We took a bus out of town today to the local Botanical Gardens which are located beside the University of British Columbia.  The campus is impressive with loads of green space.

The forest is interesting as you keep coming across nursing trees.  They are the stumps of trees which were felled decades ago and into whose decaying timber seeds took root.  As the new young tree starts its growth three or four feet from the forest floor and puts roots into the stump, the stump slowly rots end exposes the root growth leaving amazing contortions of tree root which has still found its way to the ground.  This has been going on for a long time and so there are all sorts of stages of this process on view. 


Under these roots are the remains of a stump which was left about a century ago - and the stump 'nursed' more than one tree.

Saturday, 7 June 2014

Vancouver

This is an attractive place to live.  There is all the amenity of a city, but it is spaced out with a lot of residential buildings in the centre, easy access,to the hinterland and less traffic than one might have expected - or maybe it's that it seems to keep moving.  Also they have no trams - but trolley busses!  Float planes like these are overhead all the time.


Like Auckland, there is harbour all around and so there are lots of recreational boats and boatyards, but the old dockyard area has been regenerated to provide an attractive docklands area.

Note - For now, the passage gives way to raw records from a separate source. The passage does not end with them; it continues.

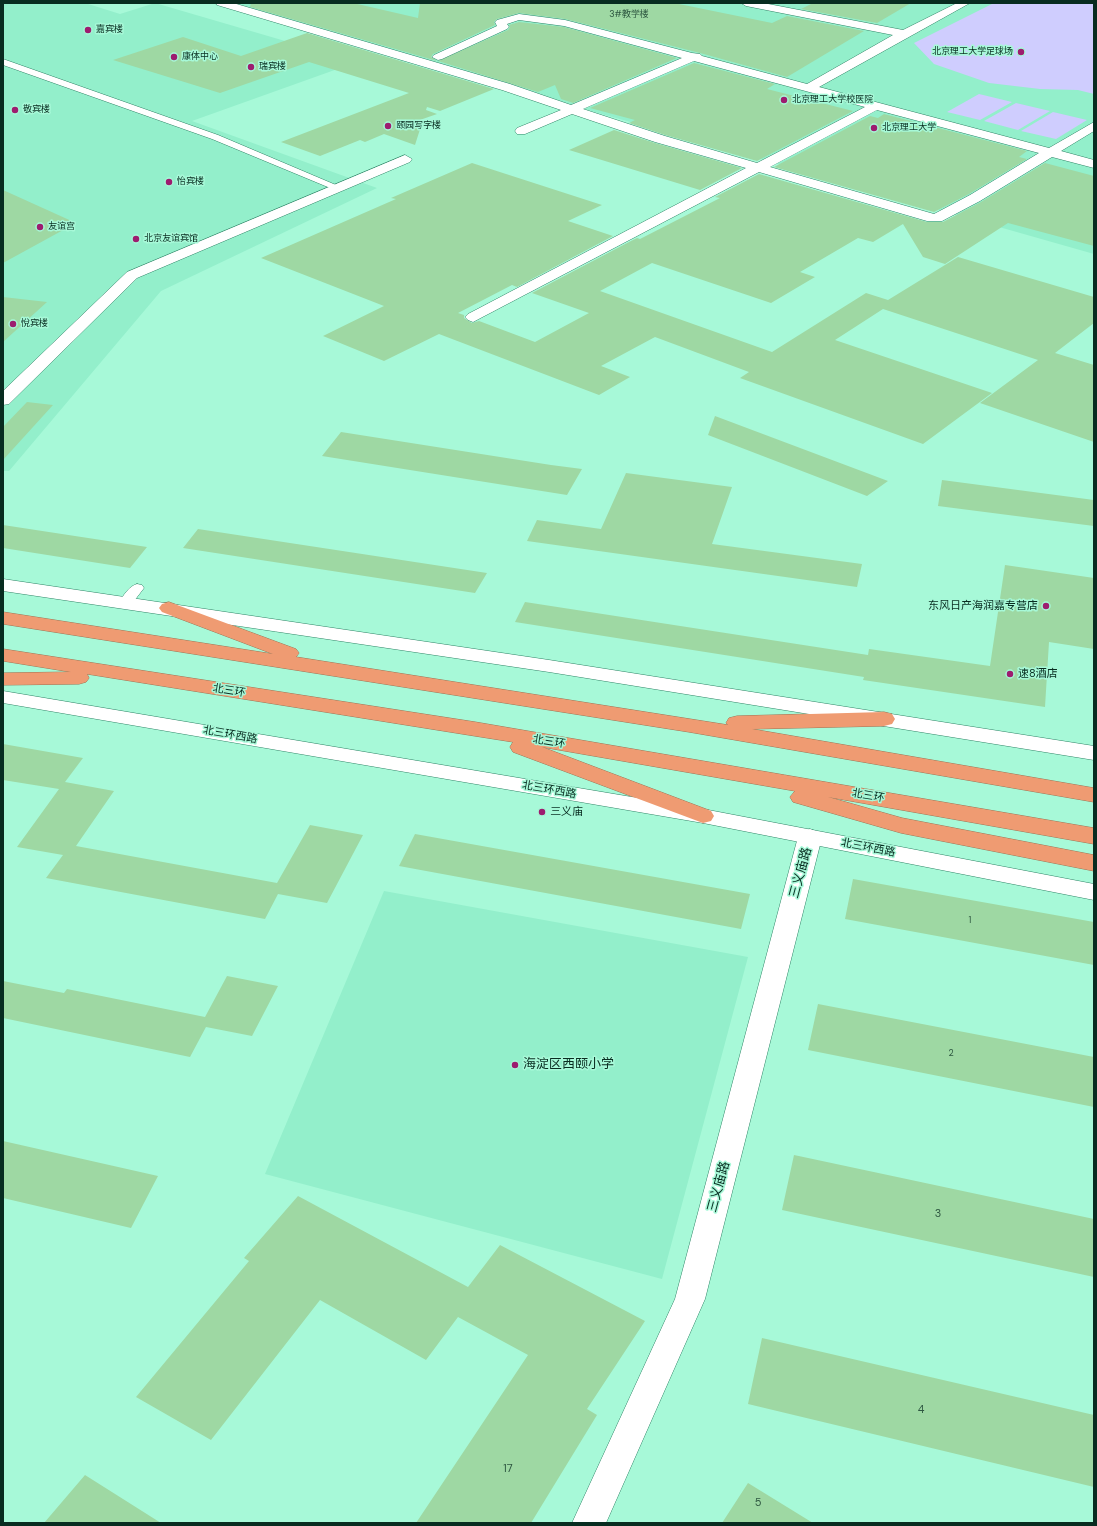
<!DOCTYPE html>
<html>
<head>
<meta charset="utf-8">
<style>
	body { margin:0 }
	#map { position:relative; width:1097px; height:1526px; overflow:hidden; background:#a7f9d8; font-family:"DM Sans",sans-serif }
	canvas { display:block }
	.frame { position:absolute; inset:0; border:4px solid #082c20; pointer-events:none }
</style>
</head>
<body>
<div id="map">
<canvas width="1097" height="1526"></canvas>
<div class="frame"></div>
</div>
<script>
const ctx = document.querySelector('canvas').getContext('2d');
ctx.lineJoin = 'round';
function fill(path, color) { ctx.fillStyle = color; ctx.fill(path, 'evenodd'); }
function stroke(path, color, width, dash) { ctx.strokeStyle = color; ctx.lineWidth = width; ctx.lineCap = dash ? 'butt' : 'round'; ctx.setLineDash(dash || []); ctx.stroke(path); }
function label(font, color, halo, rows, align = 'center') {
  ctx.font = font + ' "DM Sans","Noto Sans SC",sans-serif'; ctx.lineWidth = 3; ctx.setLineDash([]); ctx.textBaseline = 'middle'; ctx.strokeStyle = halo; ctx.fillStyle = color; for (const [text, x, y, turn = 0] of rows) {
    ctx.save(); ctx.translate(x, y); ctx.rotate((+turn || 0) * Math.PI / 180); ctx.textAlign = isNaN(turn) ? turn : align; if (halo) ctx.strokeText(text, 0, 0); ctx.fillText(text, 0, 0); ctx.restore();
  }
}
fill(new Path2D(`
	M3,3H85L120,14L155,3L357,62L192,121L377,188L161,291L9,471H3Z
	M212,3H1094V254Z
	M384,891L748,957L662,1279L265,1174Z`), '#93efcb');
fill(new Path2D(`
	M994,3H1094V94L1078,90L1040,89L989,83L934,64L914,43Z
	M979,94L1012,102L980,120L947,112Z
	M1016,103L1050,111L1018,130L984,121Z
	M1053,112L1087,120L1056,139L1021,131Z`), '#cfcdfe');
fill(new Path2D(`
	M251,3H353L418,18L420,3H674L772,23L787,16L864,31L787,77L700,53L565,19L519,13L497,19L494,22L495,25L433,54L431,57L437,61L250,7Z
	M813,3H911L877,23L801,9Z
	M519,22L564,27L677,58L573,103L561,99L555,85L538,92L438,61L508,30L510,27L509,25Z
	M307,33L494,89L440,111L427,107L426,110L437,114L417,121L422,123L415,145L384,134L365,142L360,140L320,156L281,142L409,93L309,62L220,93L113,60L183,37L241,56Z
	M694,63L775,84L767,89L853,111L757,161L665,135L629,123L635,120L590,108Z
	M884,114L1027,151L1019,157L1027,159L969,194L934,212L774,167L870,116L878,118Z
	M614,130L655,143L742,168L700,190L569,150Z
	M472,163L602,205L568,221L613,236L517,287L512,285L458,313L464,315V318L472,323L479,321L535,342L589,313L532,293L629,242L637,238L640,239L720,198L715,197L759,174L927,222H943L981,202L1045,163L1094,176V246L1008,223L945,264L923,257L903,224L873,242L858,238L800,272L815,277L771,303L652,263L600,291L772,352L866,293L888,300L958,257L1094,297V323L1055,353L1094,365V442L980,403L1038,360L883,309L835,340L992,393L923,444L740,378L749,372L655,337L601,366L630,377L599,395L439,334L384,361L323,336L384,306L261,258L396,199L391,198Z
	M3,190L76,223L3,263Z
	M3,297L47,302L3,342Z
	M27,402L53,405L3,460V427Z
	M715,416L888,481L867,496L708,435Z
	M341,432L551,465L582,469L567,495L322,456Z
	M626,473L732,487L712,544L862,564L857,587L527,541L537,520L601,529Z
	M942,480L1094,500V526L938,506Z
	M3,525L147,547L130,568L3,548Z
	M198,529L487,573L475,593L183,548Z
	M1005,565L1094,578V649L1049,642L1045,707L863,680L864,677L515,622L525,602L868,655L869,649L990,666Z
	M3,744L83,758L65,782L114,791L76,846L277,883L310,825L363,835L327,903L278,894L265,919L46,878L63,855L17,847L59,789L3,780Z
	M415,834L750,894L741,929L399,866Z
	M853,879L1094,922V965L845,919Z
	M227,976L278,986L252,1036L206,1027L190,1057L3,1018V981L64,993L67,989L205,1017Z
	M818,1004L1094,1057V1107L808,1050Z
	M3,1141L158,1176L131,1228L3,1198Z
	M794,1155L1094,1219V1277L782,1210Z
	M298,1196L468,1287L500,1245L645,1321L587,1409L597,1415L531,1523H416L528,1355L458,1317L426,1360L320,1300L211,1440L136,1397L249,1261L244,1258Z
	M762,1338L1094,1415V1487L748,1404Z
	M85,1475L161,1523H44Z
	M748,1483L813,1523H722Z`), '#9ed8a3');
const lane = new Path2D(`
	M3,59L218,135L343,188L338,191L335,190L212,139L3,65Z
	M137,584L142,585L144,588L131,605H121L119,602C124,595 129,586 137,584Z`);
const street = new Path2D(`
	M216,3H233L510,84L571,105L682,58L564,26L519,20L507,24L509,27L507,29L442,59L438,60L432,57L434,55L497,26L495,22L497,20L519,14L565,20L692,53L700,54L702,56L807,84L893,35L746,6L741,3H763L903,30L957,3H970L819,87L1049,148L1094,122V131L1061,151L1094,160V168L1052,157L980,201L942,221H927L759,172L473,322L468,320L465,317L468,314L746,168L655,142L572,114L525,134H517L515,131L517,128L561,110L502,90L217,5ZM694,61L865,107L757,163L665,136L583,109ZM877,110L1039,153L970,195L934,214L770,167Z
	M405,155L412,159L410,162L137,278L9,404L3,405V391L127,272Z
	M810,829L818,832L822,837L705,1299L606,1523H572L675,1299L798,837L802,832Z`);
const secondary = new Path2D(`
	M3,579L549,660L1094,746V760L549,672L3,591Z
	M3,691L703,809L1094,884V900L703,823L3,703Z`);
const highway = new Path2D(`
	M169,602L296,649L299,653L296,657L728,725L726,723L729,718L737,716L884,712L892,714L895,719L892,724L884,726L752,729L1094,788V802L689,732L3,624V612L273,654L162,612L159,608L162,604Z
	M3,649L475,722L1094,828V844L828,797L902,818L1094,855V871L901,833L793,802L790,797L795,791L542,747L711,811L714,816L711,821L703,823L513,752L510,747L513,742L475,736L87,674L89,678L86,682L79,684L3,685V673L71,672L3,661Z`);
stroke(lane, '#308467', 1);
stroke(street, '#308467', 1);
stroke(secondary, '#308467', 1);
stroke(highway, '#9e7455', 1);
fill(lane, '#fff');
fill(street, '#fff');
fill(secondary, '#fff');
fill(highway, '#ef9b72');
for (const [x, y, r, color] of [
	[88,30,4,"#9d1c6f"],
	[1021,52,4,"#9d1c6f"],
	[174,57,4,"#9d1c6f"],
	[251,67,4,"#9d1c6f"],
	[784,100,4,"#9d1c6f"],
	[15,110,4,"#9d1c6f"],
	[388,126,4,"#9d1c6f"],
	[874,128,4,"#9d1c6f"],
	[169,182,4,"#9d1c6f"],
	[40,227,4,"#9d1c6f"],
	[136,239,4,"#9d1c6f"],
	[13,324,4,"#9d1c6f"],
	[1046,606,4,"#9d1c6f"],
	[1010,674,4,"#9d1c6f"],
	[542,812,4,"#9d1c6f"],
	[515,1065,4,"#9d1c6f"]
]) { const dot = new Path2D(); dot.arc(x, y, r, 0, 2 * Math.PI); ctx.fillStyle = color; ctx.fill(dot); stroke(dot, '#a7f9d8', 1.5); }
label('9px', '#2e5741', null, [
	["3#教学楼",629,15],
	["1",970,921],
	["2",951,1054]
]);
label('9px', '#082c20', '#a7f9d8', [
	["嘉宾楼",96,30],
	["北京理工大学足球场",1013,52,"right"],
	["康体中心",182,57],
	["瑞宾楼",259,67],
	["北京理工大学校医院",792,100],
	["敬宾楼",23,110],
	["颐园写字楼",396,126],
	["北京理工大学",882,128],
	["怡宾楼",177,182],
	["友谊宫",48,227],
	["北京友谊宾馆",144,239],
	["悅宾楼",21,324]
], 'left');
label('11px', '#082c20', '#a7f9d8', [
	["东风日产海润嘉专营店",1038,606,"right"],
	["速8酒店",1018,674],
	["三义庙",550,812]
], 'left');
label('11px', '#082c20', '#a7f9d8', [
	["北三环",229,691,9],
	["北三环西路",230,735,10],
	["北三环",549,742,9],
	["北三环西路",549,790,10],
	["北三环",868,796,10],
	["北三环西路",868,848,11]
]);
label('11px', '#2e5741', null, [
	["3",938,1214],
	["4",921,1410],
	["17",508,1469],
	["5",758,1503]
]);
label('13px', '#082c20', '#a7f9d8', [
	["三义庙路",801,873,-75],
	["三义庙路",719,1187,-75]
]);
label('13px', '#082c20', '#a7f9d8', [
	["海淀区西颐小学",523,1065]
], 'left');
</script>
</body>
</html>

Stanley Park provides a huge green space in the middle of all this which we got around on bicycles and found these Indian totem poles which were reminiscent of Maori art in New Zealand.  Cheery looking lot of faces, aren't they?




Wednesday, 4 June 2014

Bowen Island

Day one was a 32 hour day, but there were working days that felt even longer!  We arrived at Bowen Island, to the north of Vancouver at about 4.30 local time having got up this morning at 5.30 to get to Heathrow.  The ferry across to the island was just like any ferry on the west coast of Scotland, bringing the children back from a day at school.

However, the weather was better than the west of Scotland generally is today.  It remains to be seen if it will continue to be as enjoyable.